==== Records shown ====
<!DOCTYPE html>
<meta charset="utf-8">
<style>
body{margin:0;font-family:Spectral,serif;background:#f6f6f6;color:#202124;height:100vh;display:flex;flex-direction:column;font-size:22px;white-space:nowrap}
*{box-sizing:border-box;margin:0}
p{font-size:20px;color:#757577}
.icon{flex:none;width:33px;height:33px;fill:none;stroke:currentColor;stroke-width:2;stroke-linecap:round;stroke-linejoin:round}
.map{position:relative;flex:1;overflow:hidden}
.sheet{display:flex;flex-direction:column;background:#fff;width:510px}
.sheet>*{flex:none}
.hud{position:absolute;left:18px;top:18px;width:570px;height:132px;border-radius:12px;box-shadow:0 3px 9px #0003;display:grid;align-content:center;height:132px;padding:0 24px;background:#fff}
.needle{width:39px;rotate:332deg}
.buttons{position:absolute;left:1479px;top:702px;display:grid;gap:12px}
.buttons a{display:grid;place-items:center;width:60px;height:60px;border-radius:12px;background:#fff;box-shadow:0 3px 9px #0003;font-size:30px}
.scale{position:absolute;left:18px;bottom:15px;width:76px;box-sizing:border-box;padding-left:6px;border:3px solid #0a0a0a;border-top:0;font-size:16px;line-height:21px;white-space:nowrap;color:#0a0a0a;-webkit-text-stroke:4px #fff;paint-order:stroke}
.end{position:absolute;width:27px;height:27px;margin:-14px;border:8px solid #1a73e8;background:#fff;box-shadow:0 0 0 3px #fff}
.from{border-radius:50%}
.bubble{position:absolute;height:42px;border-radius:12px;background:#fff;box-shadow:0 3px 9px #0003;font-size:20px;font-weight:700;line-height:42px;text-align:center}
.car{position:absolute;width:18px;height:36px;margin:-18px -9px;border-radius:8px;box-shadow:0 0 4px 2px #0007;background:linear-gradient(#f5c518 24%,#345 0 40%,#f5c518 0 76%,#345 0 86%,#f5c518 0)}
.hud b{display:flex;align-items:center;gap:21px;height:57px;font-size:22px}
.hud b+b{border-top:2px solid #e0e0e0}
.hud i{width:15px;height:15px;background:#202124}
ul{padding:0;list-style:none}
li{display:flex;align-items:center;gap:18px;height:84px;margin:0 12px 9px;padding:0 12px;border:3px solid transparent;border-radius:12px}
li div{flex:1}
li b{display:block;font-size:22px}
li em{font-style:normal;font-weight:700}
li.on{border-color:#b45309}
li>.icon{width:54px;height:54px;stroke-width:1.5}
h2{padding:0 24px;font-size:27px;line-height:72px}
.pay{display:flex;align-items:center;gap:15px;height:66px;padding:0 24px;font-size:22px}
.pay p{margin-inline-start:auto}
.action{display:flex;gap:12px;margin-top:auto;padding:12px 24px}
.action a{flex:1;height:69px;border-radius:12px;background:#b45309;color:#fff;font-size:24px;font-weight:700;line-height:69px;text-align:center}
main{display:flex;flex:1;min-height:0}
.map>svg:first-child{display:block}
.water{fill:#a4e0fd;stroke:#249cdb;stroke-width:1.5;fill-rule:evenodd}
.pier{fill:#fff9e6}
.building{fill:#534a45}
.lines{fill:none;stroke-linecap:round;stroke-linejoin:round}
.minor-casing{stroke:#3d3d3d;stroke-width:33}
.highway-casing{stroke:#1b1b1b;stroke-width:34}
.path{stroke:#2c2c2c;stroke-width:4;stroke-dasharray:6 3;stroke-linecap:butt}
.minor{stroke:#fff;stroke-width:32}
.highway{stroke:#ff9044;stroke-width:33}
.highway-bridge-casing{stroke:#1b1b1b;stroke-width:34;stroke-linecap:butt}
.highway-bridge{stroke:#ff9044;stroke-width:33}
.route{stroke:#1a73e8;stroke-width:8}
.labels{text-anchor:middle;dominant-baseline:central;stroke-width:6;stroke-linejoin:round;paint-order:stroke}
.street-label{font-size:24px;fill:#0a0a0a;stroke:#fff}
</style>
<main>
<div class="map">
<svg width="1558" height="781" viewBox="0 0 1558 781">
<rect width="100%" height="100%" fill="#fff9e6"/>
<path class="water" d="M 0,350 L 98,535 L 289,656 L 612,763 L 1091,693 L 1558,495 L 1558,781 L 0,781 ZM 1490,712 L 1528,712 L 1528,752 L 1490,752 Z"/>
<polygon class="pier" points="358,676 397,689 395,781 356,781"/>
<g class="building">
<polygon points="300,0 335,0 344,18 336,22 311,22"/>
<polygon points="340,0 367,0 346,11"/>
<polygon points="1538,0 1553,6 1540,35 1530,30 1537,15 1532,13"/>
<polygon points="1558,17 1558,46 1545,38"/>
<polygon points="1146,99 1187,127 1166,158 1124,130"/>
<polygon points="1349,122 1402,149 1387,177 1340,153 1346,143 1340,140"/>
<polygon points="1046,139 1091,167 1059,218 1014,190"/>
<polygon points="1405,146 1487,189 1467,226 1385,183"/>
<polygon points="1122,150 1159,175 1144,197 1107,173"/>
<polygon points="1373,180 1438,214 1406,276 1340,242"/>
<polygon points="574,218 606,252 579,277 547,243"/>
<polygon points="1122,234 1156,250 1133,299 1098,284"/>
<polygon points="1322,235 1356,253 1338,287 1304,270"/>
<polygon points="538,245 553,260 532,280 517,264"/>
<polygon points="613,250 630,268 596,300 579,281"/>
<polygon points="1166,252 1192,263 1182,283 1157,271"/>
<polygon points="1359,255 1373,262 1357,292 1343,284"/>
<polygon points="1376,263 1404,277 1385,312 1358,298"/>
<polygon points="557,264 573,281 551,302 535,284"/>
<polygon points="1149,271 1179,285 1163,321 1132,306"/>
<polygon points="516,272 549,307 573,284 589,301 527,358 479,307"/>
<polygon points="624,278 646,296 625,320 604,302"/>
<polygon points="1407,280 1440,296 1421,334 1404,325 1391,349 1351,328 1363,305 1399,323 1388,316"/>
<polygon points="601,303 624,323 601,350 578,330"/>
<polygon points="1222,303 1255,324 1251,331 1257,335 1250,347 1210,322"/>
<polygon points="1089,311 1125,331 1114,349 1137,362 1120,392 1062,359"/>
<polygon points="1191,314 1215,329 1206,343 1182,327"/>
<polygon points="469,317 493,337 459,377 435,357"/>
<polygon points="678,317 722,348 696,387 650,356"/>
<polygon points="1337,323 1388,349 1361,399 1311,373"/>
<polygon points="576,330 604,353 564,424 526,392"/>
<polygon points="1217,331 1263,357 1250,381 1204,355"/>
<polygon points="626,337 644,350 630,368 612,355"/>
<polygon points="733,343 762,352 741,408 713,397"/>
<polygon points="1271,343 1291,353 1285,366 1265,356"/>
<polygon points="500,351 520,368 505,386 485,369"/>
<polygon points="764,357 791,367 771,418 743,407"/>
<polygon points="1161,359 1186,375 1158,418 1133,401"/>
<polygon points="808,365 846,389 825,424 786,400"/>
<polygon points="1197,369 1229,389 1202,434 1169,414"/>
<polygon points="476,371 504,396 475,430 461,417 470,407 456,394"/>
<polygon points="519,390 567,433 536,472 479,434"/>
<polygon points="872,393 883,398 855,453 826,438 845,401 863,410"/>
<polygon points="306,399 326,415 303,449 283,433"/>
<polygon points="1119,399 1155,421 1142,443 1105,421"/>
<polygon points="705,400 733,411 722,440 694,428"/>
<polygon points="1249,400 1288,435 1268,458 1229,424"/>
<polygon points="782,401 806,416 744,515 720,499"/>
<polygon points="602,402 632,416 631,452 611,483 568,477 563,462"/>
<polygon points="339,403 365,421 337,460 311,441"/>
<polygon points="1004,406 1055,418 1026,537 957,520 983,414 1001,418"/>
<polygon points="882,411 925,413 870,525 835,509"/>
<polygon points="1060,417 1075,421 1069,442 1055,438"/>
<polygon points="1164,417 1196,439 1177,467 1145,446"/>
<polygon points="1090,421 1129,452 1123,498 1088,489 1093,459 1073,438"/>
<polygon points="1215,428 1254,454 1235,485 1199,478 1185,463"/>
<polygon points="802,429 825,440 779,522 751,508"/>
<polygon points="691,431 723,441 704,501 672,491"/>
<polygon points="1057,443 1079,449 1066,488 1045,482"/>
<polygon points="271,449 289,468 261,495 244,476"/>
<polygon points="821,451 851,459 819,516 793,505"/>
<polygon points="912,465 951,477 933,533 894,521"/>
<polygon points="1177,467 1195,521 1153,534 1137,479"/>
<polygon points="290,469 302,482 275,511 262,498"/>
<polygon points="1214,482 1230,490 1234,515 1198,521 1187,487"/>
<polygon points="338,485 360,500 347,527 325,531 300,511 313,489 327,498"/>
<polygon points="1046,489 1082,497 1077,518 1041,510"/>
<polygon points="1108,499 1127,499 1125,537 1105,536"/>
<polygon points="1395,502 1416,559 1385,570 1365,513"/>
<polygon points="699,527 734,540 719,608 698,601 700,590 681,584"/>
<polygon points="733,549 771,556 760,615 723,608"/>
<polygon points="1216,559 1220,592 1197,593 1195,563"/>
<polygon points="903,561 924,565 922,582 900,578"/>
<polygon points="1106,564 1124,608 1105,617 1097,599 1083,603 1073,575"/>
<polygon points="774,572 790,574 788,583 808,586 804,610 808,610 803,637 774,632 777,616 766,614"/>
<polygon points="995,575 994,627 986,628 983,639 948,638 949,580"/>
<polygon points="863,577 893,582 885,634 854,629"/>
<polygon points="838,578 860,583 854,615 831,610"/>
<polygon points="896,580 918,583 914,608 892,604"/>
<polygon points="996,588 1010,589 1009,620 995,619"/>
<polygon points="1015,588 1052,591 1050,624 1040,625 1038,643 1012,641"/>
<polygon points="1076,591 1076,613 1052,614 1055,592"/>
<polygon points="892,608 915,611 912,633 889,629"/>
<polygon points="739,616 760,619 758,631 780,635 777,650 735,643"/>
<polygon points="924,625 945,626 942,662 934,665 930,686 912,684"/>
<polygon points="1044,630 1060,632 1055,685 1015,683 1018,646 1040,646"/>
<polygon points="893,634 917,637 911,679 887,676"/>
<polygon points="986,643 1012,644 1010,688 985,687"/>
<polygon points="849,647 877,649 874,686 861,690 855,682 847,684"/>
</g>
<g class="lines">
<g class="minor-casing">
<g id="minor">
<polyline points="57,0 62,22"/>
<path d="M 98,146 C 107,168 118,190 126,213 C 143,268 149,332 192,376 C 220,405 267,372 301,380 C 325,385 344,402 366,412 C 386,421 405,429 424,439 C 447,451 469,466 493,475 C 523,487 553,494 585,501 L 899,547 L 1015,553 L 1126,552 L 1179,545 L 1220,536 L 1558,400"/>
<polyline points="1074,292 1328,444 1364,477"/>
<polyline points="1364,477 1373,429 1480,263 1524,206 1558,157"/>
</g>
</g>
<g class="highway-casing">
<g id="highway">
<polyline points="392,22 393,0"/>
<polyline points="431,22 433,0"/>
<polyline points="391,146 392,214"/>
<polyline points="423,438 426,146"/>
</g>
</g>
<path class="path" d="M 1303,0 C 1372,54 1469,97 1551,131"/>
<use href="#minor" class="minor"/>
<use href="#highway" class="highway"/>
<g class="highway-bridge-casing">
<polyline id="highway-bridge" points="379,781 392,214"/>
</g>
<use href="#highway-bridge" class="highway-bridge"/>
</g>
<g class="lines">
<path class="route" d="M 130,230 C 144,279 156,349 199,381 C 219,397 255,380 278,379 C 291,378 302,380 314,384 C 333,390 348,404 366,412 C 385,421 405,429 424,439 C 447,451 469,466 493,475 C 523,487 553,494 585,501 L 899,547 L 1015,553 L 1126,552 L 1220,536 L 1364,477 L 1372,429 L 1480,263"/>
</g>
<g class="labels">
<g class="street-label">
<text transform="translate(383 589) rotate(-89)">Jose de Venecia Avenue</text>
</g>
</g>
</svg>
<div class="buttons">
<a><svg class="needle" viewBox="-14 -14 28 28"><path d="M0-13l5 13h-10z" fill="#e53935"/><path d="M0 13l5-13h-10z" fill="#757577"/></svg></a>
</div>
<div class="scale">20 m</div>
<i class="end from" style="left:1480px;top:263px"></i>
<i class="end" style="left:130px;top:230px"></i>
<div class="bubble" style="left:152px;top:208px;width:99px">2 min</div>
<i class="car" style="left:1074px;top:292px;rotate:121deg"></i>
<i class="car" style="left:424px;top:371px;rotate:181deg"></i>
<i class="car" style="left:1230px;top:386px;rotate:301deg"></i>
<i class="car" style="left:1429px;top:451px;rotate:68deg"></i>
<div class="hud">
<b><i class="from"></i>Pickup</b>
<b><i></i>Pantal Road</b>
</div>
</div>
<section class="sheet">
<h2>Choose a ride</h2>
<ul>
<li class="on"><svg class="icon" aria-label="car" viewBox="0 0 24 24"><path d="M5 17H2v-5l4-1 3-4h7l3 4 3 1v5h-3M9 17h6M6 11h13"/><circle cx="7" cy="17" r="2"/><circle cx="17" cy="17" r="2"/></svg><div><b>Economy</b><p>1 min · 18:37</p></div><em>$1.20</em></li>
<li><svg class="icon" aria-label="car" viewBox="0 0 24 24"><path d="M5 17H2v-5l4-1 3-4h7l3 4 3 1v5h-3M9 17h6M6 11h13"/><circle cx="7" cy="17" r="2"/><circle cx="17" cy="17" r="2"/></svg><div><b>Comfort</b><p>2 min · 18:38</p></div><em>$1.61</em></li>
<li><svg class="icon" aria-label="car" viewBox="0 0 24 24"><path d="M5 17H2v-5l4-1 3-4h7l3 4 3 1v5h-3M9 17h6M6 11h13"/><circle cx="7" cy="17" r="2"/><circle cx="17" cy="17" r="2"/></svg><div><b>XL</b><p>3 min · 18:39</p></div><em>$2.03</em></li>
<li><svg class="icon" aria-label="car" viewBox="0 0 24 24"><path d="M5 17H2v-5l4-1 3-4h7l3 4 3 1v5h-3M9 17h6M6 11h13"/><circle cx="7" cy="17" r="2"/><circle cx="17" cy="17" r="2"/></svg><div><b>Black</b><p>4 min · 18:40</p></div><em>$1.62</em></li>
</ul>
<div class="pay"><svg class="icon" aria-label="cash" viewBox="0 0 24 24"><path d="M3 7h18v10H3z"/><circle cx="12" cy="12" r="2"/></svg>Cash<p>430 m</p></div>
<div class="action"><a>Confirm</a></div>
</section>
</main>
====
(Work request) The answer must consist of every line from the entries above that contains "buttons".

(Result)
.buttons{position:absolute;left:1479px;top:702px;display:grid;gap:12px}
.buttons a{display:grid;place-items:center;width:60px;height:60px;border-radius:12px;background:#fff;box-shadow:0 3px 9px #0003;font-size:30px}
<div class="buttons">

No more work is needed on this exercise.